WHAT YOU NEED TO DO.
Go through the data and report each line that holds the string "service".

*** RECORDS SHOWN ***

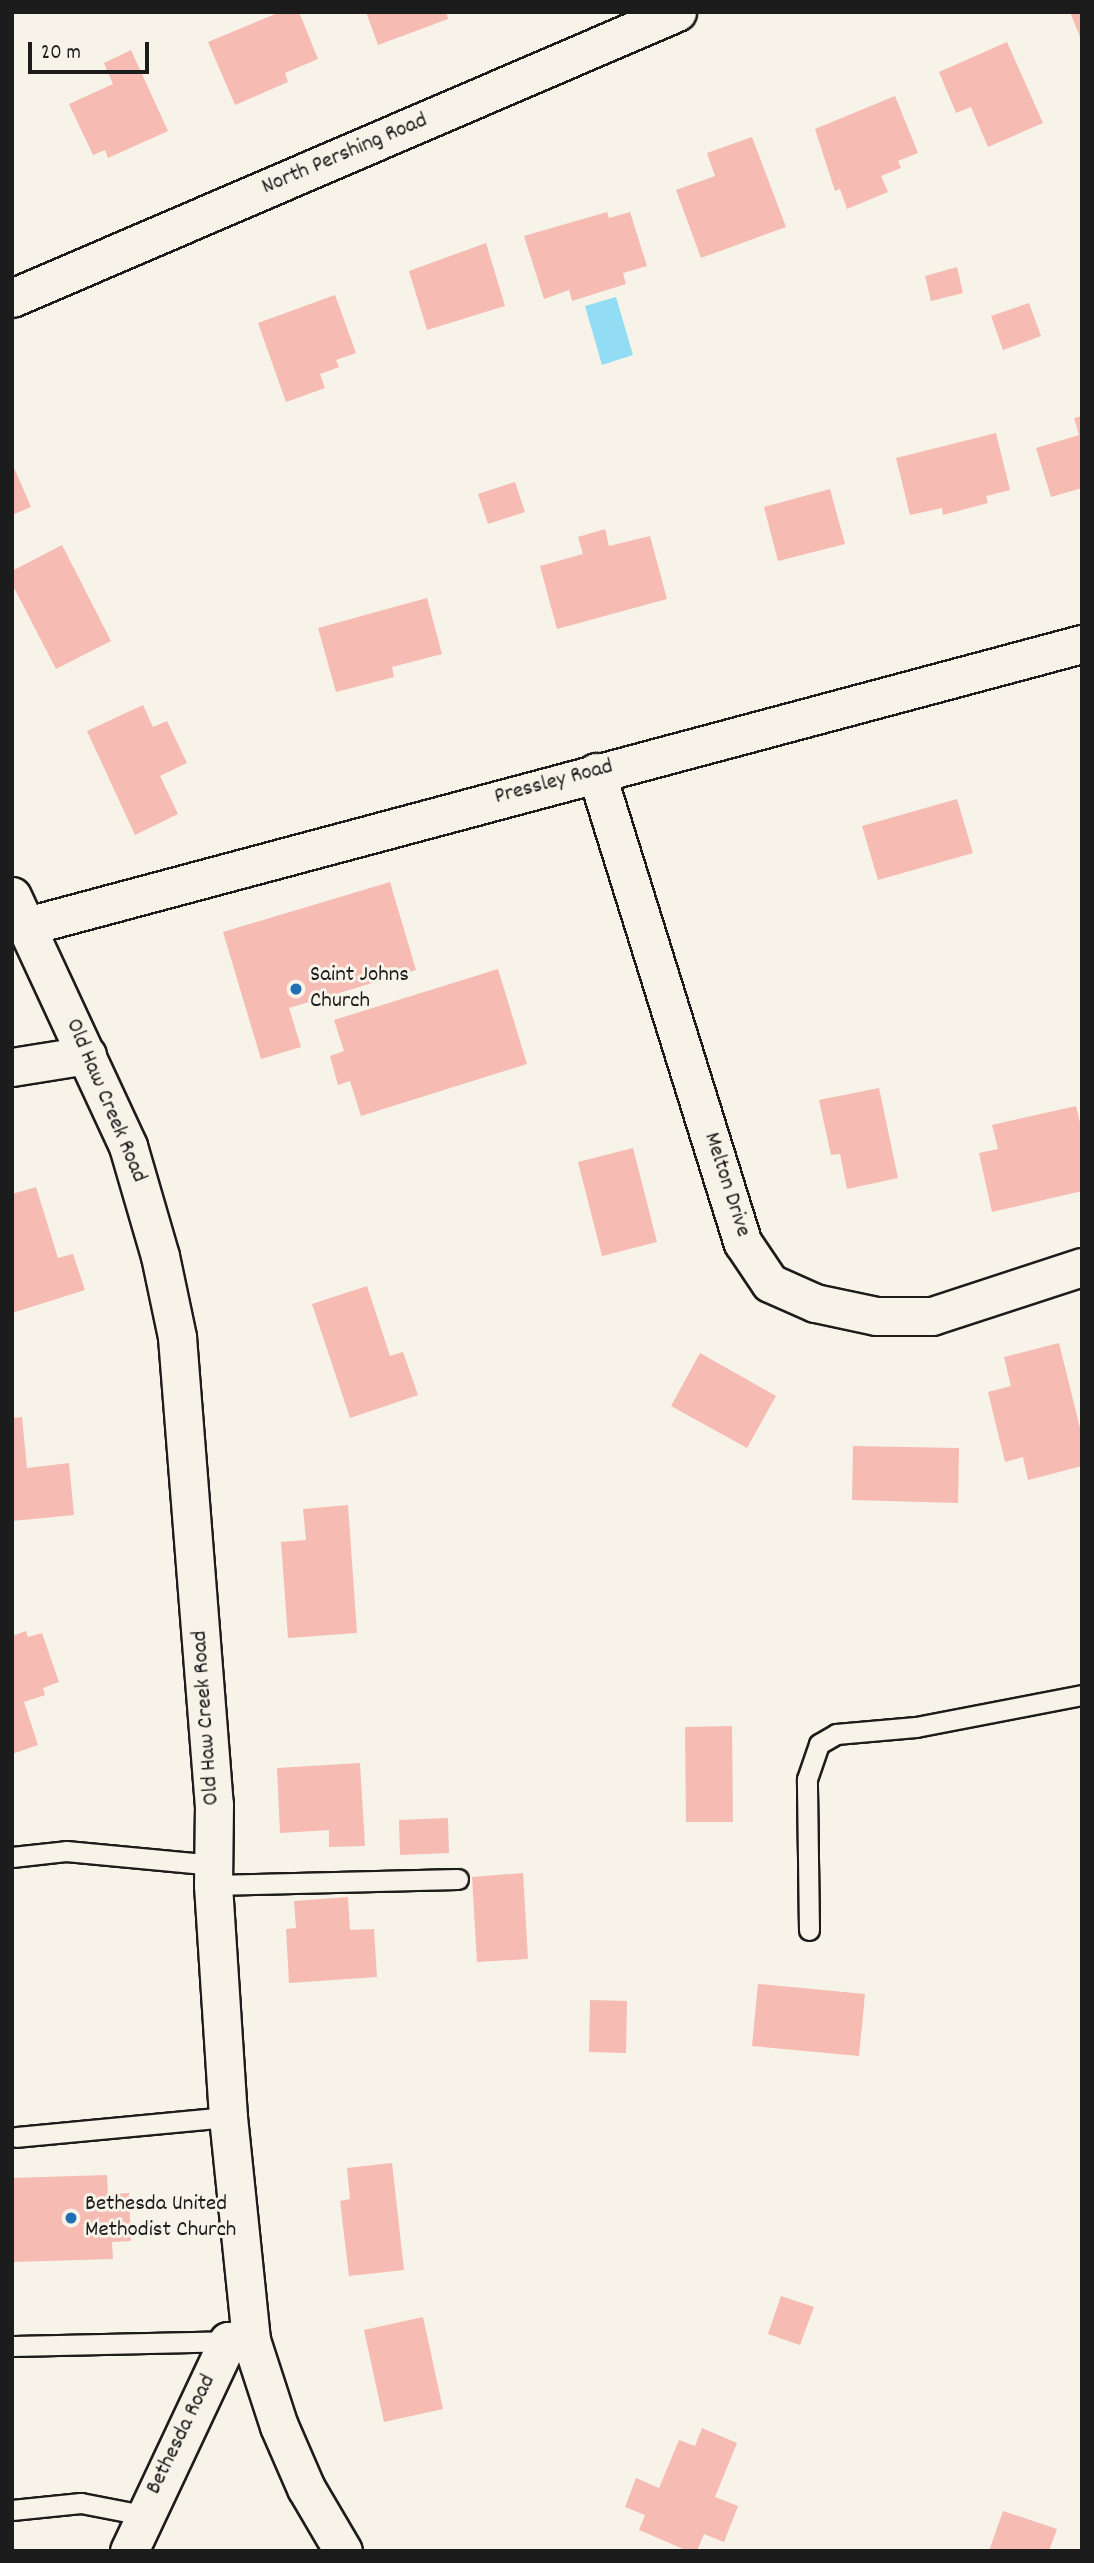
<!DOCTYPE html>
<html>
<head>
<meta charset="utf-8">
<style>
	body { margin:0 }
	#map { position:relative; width:1094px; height:2563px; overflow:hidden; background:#f7f3e8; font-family:Dekko,sans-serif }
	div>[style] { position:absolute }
	.water>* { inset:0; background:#92ddf3 }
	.building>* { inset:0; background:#f6bbb3 }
	.roads { filter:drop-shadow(2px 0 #1c1c1c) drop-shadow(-2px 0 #1c1c1c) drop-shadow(0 2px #1c1c1c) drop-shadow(0 -2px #1c1c1c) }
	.service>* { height:19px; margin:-9.5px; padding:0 9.5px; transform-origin:9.5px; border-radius:9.5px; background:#f7f3e8 }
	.minor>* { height:37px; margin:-18.5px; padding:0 18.5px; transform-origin:18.5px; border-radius:18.5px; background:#f7f3e8 }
	.dots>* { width:19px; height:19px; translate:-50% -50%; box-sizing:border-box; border:4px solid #f7f3e8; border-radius:50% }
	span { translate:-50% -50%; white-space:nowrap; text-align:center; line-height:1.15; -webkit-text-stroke:6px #f7f3e8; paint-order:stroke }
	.street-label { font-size:23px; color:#1c1c1c }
	.poi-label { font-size:23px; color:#1c1c1c }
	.left { translate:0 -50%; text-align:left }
	.frame { position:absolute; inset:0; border:14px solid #1c1c1c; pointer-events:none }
	.scale { position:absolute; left:28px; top:42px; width:121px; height:32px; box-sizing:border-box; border:4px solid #1c1c1c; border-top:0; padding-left:9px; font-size:21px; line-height:24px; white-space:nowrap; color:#1c1c1c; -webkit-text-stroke:5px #f7f3e8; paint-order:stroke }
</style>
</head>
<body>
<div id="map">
	<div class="water">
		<div style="clip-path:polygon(616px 297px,633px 355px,602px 365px,585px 306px)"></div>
	</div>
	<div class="building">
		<div style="clip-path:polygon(280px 12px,299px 12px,318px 59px,285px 73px,288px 82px,235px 105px,208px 42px)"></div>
		<div style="clip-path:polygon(366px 12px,446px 12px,448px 19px,378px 45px)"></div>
		<div style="clip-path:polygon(1070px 12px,1082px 12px,1082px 42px)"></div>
		<div style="clip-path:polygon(1007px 42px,1043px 123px,988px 147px,971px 107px,956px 113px,939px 72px)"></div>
		<div style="clip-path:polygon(131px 50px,168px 131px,108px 158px,105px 150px,93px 155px,69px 104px,113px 84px,104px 63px)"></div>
		<div style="clip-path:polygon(895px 96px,918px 153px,898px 161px,901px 168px,881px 176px,888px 192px,847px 209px,840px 189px,835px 191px,815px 129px)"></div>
		<div style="clip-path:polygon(752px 137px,786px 227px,701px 258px,676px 190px,715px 176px,707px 153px)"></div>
		<div style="clip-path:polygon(607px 212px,609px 218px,630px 212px,647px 266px,623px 273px,626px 284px,572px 301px,569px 290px,544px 299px,524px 236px)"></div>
		<div style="clip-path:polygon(486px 243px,505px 306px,427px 330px,409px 271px)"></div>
		<div style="clip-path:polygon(957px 267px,963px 293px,931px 301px,925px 276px)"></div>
		<div style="clip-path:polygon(335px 295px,356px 353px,336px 360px,339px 367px,320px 374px,325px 388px,286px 402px,258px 323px)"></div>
		<div style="clip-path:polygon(1029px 303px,1041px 336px,1003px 350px,991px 316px)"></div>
		<div style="clip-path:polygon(1082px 416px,1082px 488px,1051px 497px,1036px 448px,1079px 435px,1074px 418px)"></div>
		<div style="clip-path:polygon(996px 433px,1010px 490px,986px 496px,988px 503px,943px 515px,942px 508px,910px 515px,896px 458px)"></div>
		<div style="clip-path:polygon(12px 463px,31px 507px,12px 515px)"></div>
		<div style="clip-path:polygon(515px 482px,525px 512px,488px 524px,478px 494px)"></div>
		<div style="clip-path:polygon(830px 489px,845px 544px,778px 561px,764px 507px)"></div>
		<div style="clip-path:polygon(605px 529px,609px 546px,650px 536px,667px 599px,557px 629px,540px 566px,583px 554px,578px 537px)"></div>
		<div style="clip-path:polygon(62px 545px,111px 641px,56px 669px,12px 584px,12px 571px)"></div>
		<div style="clip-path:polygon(427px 598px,442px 654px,392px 667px,394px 677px,336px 692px,318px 628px)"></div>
		<div style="clip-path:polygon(143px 705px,153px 727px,167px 721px,187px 763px,160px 776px,178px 814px,135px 835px,87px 731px)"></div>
		<div style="clip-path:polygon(957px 799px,973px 853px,878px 880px,862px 826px)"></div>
		<div style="clip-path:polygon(390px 882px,416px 970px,289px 1008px,301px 1047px,261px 1059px,223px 932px)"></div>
		<div style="clip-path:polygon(498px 969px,527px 1064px,361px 1116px,350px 1081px,338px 1085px,330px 1056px,344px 1051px,334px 1020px)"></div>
		<div style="clip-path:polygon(879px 1088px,898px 1178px,847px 1189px,840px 1154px,831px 1155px,819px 1100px)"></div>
		<div style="clip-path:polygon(1076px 1106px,1082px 1131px,1082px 1191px,992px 1212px,979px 1153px,998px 1149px,992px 1125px)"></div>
		<div style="clip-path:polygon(633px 1148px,657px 1242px,602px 1256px,578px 1162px)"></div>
		<div style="clip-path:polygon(36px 1187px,58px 1258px,73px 1254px,85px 1290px,12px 1313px,12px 1194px)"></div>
		<div style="clip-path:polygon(367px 1286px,390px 1356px,403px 1352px,418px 1395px,350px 1418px,312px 1304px)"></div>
		<div style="clip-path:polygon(1059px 1343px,1082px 1436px,1082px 1466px,1028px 1480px,1023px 1457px,1005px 1462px,988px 1392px,1011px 1386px,1004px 1357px)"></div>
		<div style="clip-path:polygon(700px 1353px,776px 1396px,747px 1448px,671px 1406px)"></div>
		<div style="clip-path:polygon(22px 1417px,27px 1468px,69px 1463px,74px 1515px,12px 1521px,12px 1418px)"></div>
		<div style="clip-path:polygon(853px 1446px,959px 1448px,958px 1503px,852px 1500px)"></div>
		<div style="clip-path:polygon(348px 1505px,357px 1633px,288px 1638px,281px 1542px,306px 1540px,303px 1509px)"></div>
		<div style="clip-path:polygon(26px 1631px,28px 1637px,42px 1633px,59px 1682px,43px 1688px,45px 1695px,24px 1702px,38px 1745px,12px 1754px,12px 1636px)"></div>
		<div style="clip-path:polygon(732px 1726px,733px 1822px,686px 1822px,685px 1727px)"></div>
		<div style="clip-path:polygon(360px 1763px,365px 1846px,329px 1847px,329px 1830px,280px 1833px,277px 1768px)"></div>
		<div style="clip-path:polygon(448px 1818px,449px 1853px,400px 1855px,399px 1820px)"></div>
		<div style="clip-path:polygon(523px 1873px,528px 1959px,477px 1962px,472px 1877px)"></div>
		<div style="clip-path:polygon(348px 1897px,350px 1930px,374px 1929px,377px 1977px,289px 1983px,286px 1929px,296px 1928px,294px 1901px)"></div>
		<div style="clip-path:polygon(758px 1984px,865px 1994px,859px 2056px,752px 2046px)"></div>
		<div style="clip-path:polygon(590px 2000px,627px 2001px,626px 2053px,589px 2052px)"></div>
		<div style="clip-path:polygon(392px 2163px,404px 2270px,349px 2276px,340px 2201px,350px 2199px,347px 2168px)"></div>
		<div style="clip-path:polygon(107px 2175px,108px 2194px,129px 2193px,131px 2241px,112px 2242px,113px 2259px,12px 2262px,12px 2178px)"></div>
		<div style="clip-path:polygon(781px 2296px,814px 2307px,800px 2345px,768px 2334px)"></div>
		<div style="clip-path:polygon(423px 2317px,443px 2409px,384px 2422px,364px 2330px)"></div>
		<div style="clip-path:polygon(702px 2428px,737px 2443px,715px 2497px,738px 2506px,724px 2542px,704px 2534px,697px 2551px,688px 2551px,639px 2530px,645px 2515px,625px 2507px,636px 2478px,659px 2488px,679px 2440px,695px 2446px)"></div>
		<div style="clip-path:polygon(1003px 2511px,1057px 2529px,1049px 2551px,989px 2551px)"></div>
	</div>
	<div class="roads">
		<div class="service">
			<div style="left:12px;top:1857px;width:54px;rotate:-6.3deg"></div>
			<div style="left:66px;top:1851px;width:149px;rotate:5.4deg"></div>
			<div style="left:213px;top:1885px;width:245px;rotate:-1.4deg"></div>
			<div style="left:809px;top:1930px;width:151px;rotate:-90.8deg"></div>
			<div style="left:807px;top:1779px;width:37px;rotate:-71deg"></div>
			<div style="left:819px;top:1744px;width:20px;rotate:-30deg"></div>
			<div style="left:836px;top:1734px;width:80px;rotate:-5deg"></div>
			<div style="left:916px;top:1727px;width:169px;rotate:-10.9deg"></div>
			<div style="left:16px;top:2137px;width:213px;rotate:-5.4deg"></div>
			<div style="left:12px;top:2346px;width:216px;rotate:-1.3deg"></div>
			<div style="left:12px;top:2510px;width:69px;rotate:-5.8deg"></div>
			<div style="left:81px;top:2503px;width:63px;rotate:11deg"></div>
		</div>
		<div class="minor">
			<div style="left:12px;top:298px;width:724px;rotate:-23.27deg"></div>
			<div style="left:596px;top:772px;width:493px;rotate:72.7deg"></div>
			<div style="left:743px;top:1243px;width:48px;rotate:56deg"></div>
			<div style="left:770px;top:1283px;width:49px;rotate:24deg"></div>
			<div style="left:815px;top:1303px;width:62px;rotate:12deg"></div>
			<div style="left:876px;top:1316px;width:56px"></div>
			<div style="left:932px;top:1316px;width:158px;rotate:-18.1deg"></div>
			<div style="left:12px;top:896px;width:276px;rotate:65.1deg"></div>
			<div style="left:128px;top:1146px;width:115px;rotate:73.8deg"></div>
			<div style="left:160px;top:1256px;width:83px;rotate:78.1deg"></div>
			<div style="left:177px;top:1337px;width:468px;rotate:85.5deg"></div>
			<div style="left:214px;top:1804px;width:81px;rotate:90.7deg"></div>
			<div style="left:213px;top:1885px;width:232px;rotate:86.3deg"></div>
			<div style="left:228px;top:2117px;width:224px;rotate:84.1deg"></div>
			<div style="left:251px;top:2340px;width:90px;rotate:72deg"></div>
			<div style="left:279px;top:2426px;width:68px;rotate:66.5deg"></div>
			<div style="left:306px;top:2488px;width:73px;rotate:59.6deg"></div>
			<div style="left:27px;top:926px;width:1092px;rotate:-14.97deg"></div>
			<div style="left:12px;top:1067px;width:76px;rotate:-9.1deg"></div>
			<div style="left:129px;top:2551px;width:232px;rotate:-64.8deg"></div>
			<div style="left:228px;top:2341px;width:23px;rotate:-2deg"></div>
		</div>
	</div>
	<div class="dots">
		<div style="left:296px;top:989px;background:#1f6fb2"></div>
		<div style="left:71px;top:2218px;background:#1f6fb2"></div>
	</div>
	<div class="street-label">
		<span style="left:345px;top:155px;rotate:-23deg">North Pershing Road</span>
		<span style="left:554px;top:783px;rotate:-15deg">Pressley Road</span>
		<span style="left:105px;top:1101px;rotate:67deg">Old Haw Creek Road</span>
		<span style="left:726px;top:1185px;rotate:72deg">Melton Drive</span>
		<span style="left:207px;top:1718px;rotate:-94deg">Old Haw Creek Road</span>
		<span style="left:182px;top:2435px;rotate:-64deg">Bethesda Road</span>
	</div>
	<div class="poi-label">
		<span class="left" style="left:310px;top:989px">Saint Johns<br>Church</span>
		<span class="left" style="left:85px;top:2218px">Bethesda United<br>Methodist Church</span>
	</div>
	<div class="frame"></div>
	<div class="scale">20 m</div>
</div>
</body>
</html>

*** End of RECORDS SHOWN ***

RESULT OF THIS EXERCISE.
	.service>* { height:19px; margin:-9.5px; padding:0 9.5px; transform-origin:9.5px; border-radius:9.5px; background:#f7f3e8 }
		<div class="service">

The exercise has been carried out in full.